- Interactive map of Salten and Lofoten District Court
- 67°16′59″N 14°22′24″E﻿ / ﻿67.28302°N 14.37347°E
- Established: 26 April 2021
- Jurisdiction: Salten and Lofoten, Norway
- Location: Bodø and Svolvær
- Coordinates: 67°16′59″N 14°22′24″E﻿ / ﻿67.28302°N 14.37347°E
- Appeals to: Hålogaland Court of Appeal
- Website: Official website

= Salten and Lofoten District Court =

First-instance law court in Norway

Salten and Lofoten District Court (Salten og Lofoten tingrett) is a district court located in Nordland county, Norway. This court is based at two different courthouses which are located in Bodø and Svolvær. The court serves the Salten and Lofoten areas in the county. The court is subordinate to the Hålogaland Court of Appeal. The court's jurisdiction covers cases from 16 municipalities as follows:

- The courthouse in Bodø accepts cases from the municipalities of Beiarn, Bodø, Fauske, Gildeskål, Hamarøy, Meløy, Rødøy, Saltdal, Steigen, and Sørfold.
- The courthouse in Svolvær accepts cases from the municipalities of Vågan, Vestvågøy, Flakstad, Moskenes, Værøy, and Røst.

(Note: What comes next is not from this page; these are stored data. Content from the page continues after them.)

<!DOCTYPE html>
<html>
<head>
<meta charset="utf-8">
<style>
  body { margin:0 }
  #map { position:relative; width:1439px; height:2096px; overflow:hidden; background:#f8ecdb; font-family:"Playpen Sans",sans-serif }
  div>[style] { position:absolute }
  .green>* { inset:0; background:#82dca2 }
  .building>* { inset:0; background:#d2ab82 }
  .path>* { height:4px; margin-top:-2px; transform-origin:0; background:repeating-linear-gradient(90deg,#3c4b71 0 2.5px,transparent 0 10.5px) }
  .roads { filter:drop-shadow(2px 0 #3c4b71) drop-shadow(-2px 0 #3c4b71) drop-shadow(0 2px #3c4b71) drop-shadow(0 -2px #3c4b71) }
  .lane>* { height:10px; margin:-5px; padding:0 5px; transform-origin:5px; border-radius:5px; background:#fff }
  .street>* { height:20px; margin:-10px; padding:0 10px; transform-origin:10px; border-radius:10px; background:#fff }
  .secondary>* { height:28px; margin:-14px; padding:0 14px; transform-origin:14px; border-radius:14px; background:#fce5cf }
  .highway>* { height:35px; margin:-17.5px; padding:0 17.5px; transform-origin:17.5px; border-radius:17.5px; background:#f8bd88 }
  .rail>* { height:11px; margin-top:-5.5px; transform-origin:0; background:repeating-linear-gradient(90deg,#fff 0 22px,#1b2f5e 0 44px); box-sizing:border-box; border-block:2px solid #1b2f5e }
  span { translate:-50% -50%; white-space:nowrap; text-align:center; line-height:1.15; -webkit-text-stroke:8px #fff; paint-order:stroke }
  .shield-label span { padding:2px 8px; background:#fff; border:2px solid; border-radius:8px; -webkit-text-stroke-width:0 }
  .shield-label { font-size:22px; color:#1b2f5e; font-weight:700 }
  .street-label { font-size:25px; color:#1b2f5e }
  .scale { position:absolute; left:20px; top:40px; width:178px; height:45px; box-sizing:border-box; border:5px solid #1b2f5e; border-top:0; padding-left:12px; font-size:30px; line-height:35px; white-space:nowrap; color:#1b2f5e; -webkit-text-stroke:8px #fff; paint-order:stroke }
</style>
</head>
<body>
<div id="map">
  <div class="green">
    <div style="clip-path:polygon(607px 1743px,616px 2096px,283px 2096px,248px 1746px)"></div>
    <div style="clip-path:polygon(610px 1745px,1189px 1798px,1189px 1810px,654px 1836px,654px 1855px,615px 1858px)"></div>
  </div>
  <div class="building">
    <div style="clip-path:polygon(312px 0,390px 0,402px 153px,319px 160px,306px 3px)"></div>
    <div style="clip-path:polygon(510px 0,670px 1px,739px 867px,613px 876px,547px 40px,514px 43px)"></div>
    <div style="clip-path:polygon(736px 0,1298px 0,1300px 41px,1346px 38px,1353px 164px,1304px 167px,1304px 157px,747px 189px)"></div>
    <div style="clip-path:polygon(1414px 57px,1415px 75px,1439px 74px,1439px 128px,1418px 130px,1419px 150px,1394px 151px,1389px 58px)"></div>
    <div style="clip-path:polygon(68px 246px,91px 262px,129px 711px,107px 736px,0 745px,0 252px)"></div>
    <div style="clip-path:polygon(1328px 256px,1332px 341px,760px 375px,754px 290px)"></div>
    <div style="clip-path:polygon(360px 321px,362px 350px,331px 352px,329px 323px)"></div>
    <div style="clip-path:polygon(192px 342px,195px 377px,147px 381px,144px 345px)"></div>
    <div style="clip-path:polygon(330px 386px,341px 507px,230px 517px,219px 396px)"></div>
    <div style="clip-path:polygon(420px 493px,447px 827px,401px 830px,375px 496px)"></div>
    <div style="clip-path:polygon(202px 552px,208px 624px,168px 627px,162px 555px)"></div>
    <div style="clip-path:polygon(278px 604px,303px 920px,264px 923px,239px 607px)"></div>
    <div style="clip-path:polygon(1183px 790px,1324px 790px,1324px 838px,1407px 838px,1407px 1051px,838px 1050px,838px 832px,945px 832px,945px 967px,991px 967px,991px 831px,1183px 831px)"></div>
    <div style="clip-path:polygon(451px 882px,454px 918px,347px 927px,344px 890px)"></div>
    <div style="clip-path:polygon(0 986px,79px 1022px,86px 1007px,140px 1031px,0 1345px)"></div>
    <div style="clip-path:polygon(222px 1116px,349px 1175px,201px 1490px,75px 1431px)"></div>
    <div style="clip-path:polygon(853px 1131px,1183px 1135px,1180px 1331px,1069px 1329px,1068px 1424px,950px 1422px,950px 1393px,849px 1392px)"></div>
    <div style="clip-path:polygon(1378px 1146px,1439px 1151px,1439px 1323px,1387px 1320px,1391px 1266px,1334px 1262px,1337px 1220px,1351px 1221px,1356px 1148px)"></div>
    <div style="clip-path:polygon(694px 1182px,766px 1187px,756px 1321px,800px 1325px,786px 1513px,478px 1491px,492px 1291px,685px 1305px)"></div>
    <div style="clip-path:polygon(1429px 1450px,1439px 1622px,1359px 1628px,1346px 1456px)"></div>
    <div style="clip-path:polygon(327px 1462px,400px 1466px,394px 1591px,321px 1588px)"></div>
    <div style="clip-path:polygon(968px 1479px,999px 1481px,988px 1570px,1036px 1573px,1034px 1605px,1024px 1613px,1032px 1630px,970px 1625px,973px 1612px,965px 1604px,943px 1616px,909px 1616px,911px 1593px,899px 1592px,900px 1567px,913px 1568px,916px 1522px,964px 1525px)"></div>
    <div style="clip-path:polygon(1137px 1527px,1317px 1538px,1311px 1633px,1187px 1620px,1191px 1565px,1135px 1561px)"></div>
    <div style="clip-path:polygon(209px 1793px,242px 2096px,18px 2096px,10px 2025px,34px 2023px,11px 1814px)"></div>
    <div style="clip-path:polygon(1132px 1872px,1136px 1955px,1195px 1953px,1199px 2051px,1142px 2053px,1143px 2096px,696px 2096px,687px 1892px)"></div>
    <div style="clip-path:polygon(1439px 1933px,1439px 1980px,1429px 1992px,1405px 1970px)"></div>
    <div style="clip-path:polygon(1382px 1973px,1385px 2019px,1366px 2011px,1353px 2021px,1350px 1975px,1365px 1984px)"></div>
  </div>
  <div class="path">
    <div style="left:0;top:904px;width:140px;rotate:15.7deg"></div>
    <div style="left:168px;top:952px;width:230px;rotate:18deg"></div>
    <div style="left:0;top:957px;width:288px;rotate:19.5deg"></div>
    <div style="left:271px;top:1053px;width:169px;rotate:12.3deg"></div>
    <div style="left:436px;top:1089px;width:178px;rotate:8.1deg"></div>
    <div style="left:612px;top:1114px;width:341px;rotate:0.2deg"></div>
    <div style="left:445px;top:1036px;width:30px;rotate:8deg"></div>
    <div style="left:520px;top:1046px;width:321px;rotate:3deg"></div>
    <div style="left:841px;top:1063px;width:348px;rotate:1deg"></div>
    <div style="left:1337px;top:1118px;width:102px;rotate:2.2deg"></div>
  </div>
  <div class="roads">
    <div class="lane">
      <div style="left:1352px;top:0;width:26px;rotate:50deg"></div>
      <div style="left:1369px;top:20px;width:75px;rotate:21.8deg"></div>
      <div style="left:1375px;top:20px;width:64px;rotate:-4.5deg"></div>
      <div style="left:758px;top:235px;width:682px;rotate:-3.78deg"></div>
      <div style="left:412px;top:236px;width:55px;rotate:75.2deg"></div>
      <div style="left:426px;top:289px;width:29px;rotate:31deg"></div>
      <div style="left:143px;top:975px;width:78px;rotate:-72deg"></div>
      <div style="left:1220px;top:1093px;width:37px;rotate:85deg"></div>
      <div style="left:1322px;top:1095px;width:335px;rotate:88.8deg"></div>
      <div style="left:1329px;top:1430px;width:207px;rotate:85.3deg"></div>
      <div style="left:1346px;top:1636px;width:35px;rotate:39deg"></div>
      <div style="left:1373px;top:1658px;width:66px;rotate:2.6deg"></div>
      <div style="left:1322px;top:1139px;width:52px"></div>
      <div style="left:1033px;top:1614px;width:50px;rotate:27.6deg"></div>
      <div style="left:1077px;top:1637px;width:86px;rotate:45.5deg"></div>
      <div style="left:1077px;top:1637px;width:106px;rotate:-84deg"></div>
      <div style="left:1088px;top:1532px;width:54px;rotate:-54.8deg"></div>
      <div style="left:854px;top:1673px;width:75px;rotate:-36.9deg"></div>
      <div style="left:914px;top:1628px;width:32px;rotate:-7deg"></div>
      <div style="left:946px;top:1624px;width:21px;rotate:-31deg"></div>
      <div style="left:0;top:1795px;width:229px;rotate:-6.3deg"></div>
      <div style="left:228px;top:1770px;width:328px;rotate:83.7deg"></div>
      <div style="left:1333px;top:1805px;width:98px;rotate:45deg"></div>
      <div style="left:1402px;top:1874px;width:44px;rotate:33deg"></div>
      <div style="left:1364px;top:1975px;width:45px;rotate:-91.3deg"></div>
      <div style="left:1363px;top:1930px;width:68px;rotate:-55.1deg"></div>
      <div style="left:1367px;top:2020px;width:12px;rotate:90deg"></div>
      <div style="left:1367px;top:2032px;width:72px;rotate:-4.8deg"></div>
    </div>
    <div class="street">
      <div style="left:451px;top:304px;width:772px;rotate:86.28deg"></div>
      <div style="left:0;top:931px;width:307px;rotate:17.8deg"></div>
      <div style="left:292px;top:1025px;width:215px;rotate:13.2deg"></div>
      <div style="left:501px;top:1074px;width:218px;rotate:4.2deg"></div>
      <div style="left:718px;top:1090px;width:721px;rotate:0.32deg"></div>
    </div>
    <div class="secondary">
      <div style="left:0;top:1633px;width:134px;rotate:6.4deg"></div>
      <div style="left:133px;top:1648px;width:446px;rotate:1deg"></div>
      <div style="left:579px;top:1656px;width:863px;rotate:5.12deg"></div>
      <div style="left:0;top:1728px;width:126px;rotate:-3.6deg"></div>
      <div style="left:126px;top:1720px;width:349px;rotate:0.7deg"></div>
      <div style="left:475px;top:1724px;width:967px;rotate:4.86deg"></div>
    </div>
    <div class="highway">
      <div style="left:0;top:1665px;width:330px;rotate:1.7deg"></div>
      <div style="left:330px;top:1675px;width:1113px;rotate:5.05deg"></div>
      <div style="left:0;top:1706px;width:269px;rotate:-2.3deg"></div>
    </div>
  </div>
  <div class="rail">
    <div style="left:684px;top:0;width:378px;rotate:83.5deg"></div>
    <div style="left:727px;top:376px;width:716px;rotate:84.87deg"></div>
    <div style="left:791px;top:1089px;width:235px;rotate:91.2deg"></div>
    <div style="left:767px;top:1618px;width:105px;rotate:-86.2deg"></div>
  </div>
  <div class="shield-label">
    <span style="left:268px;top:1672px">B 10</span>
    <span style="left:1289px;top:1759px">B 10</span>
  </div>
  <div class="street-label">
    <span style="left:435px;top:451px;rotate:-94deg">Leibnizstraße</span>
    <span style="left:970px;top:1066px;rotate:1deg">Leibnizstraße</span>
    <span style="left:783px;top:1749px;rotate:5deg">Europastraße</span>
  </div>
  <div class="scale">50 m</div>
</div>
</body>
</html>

The court is led by a chief judge (sorenskriver) and several other judges. The court is a court of first instance. Its judicial duties are mainly to settle criminal cases and to resolve civil litigation as well as bankruptcy. The administration and registration tasks of the court include death registration, issuing certain certificates, performing duties of a notary public, and officiating civil wedding ceremonies. Cases from this court are heard by a combination of professional judges and lay judges.

==History==
This court was established on 26 April 2021 after the old Lofoten District Court and Salten District Court were merged into one court. The new district court system continues to use the courthouses from the predecessor courts.